Curated by the Brisbane-based artist-run-initiative No Frills*, ‘Lean Towards Indifference’ brought together the work of local artists for whom humour and play operate as significant factors within their practice. Installed in the Metro Arts space, the show provided a coherent thread between both the similarities and variances of the artists’ work, which succeeded in painting a portrait of their practices as places where serious ‘play’ and fun can happily coexist. Less obvious on first viewing, but equally important in the context of an exhibition like this, it also showed how these practices can critically explore and question the conventions and assumptions of both the art world and popular culture.
Perhaps the tone of the exhibition was humorously (and suitably) set through its title, the exclamation mark proclaiming a spirited movement which sits in opposition to the timidity of the suggested ‘lean’, and which takes interest in that which generally heralds apathy and a lack of criticality (indifference). Altogether, the complications, contradictions and general absurdity of the title seem to serve as a key to understanding what has brought together both No Frills* as a group, and in turn this group of artists’ works.
Courtney Coombs’ work, the first encountered in the show, subtly set the tone for that which followed, and, arguably, acted as the best reference point for the show. Solo show (2009) is a scale model of the Metro Arts gallery space, complete with a square of foam wedged in the exact same place that the model rested in the real space—the model being placed to block your path in a way similar to how the foam would.
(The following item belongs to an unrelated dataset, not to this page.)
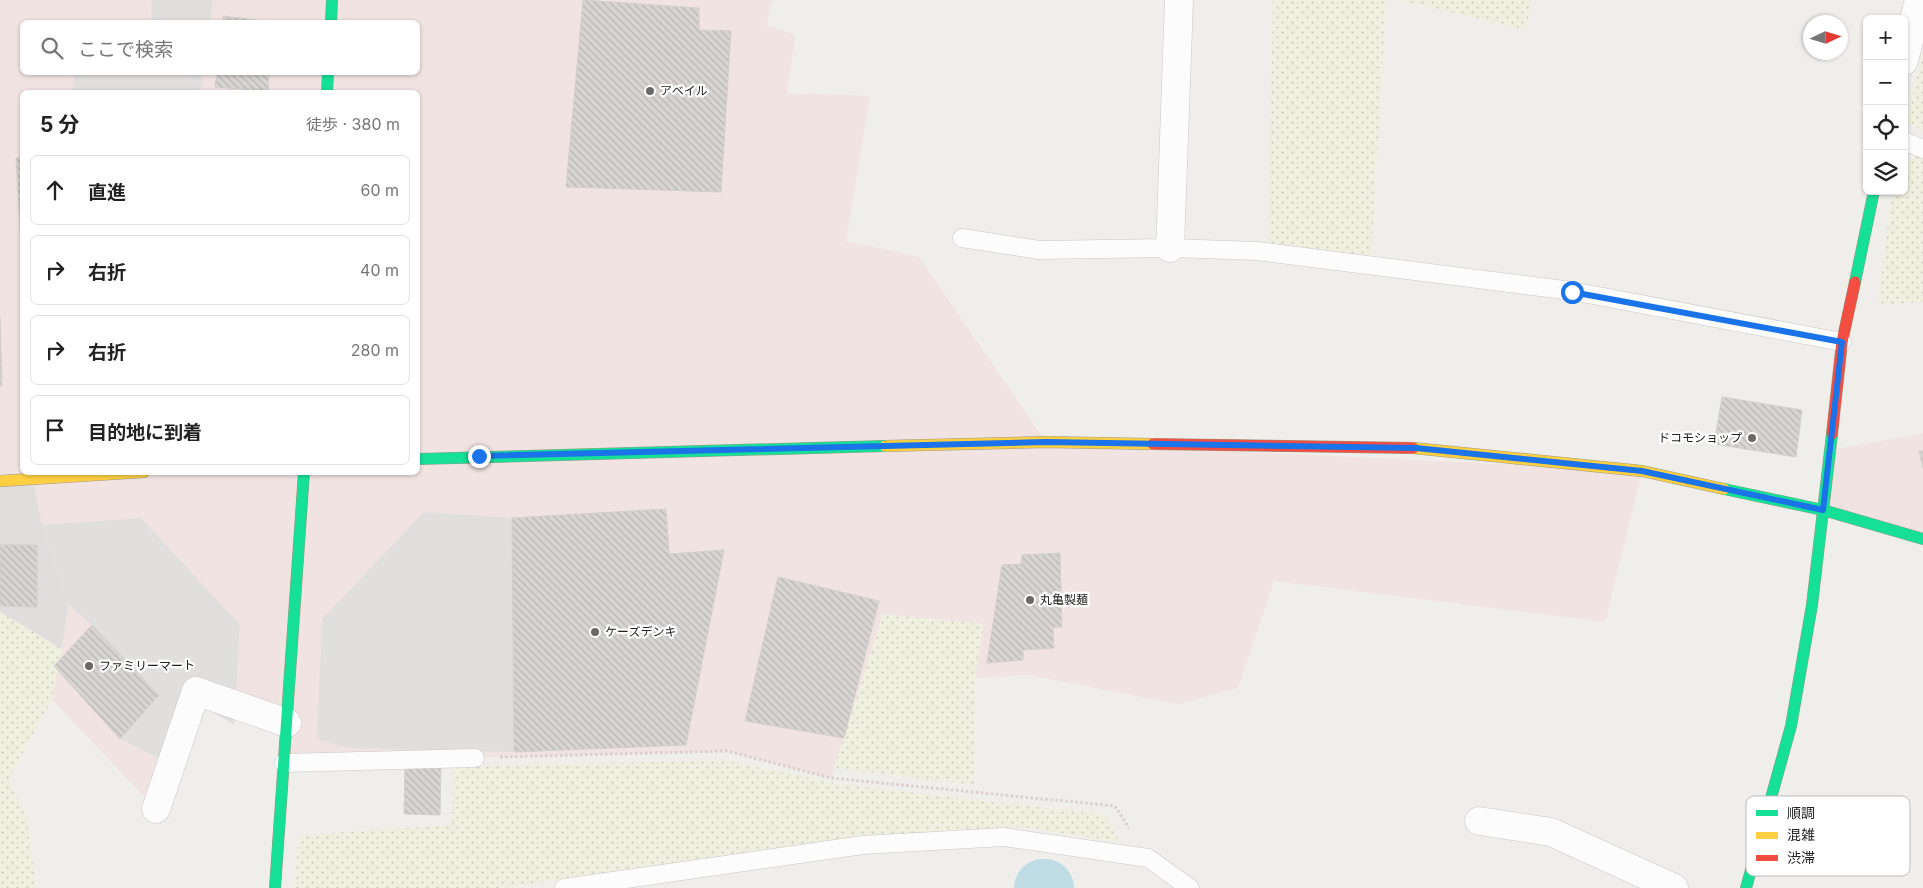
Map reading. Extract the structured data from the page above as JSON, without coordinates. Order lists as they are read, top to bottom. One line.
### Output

At once a meticulously crafted object in its own right, as well as a scaled proposal for her own imagined solo show, Coombs’ model raises a middle finger to both the physically stymied viewer and the curatorially arrested institution. However, more than simply being a bratty gesture, the humour acts as an entry point for larger questions. The viewer is prompted to reconsider their physical relationship to the work and to the gallery space as a whole. And given that this ‘solo show’ (model or imagined actuality) blocks access to itself, and consists solely of a ‘giant’ foam block, the object, and in fact, the entire exhibition, also acts to question art’s history of, and continuing tendency toward, the heroic and the grandiose.
The other works that seemed to capture the spirit of the show were, probably not coincidentally, other artworks from the No Frills* group. Kate Woodcroft’s minimalist rope bridge seemed to wait, candid camera-style, as an invitation to physical play for a wary viewer possibly uncertain of what institutional and social conventions should apply.
Antoinette J. Citizen’s studio situated, sci-fi video self-portraits cast her as an art-cum-teleporting Jedi cyborg, and entertainingly explore the space of imagination that exists in the tension between an artist’s role as both critically experimental and fannishly enamoured with technology and its representations.
Fiona Mail’s (Catherine Sagin’s and Kate Woodcroft’s collaborative pseudonym) work humorously restaged the Tate Museum video profile of artists John Wood and Paul Harrison, in the most low-budget, lo-fi way possible—watering cans and crawlspaces standing in for rain machines and expansive studios. What seems a loving impersonation also gives the viewer pause to re-examine the ecosystem of an art world that gives rise to such a situation.
Altogether, each piece in the show elicited something from the viewer that ranged from a wry smile to the ubiquitous ‘laugh-out-loud’, and more excitingly, engendered a strange oscillation between the two.
It is perhaps in this oscillation, between smiling and laughing, or even between laughing and frowning, that the common thread of the exhibition could be found. These moments of ambiguity, when we are uncertain of whether to laugh and engage, is where the artists have found the opportunity to craft a moment of reflection. On display were quite varied forms of practice and play from which humour could be mined, but through each of them, we were also gently prompted to re-examine both the reasons we were laughing, and the underlying assumptions and constructs at play.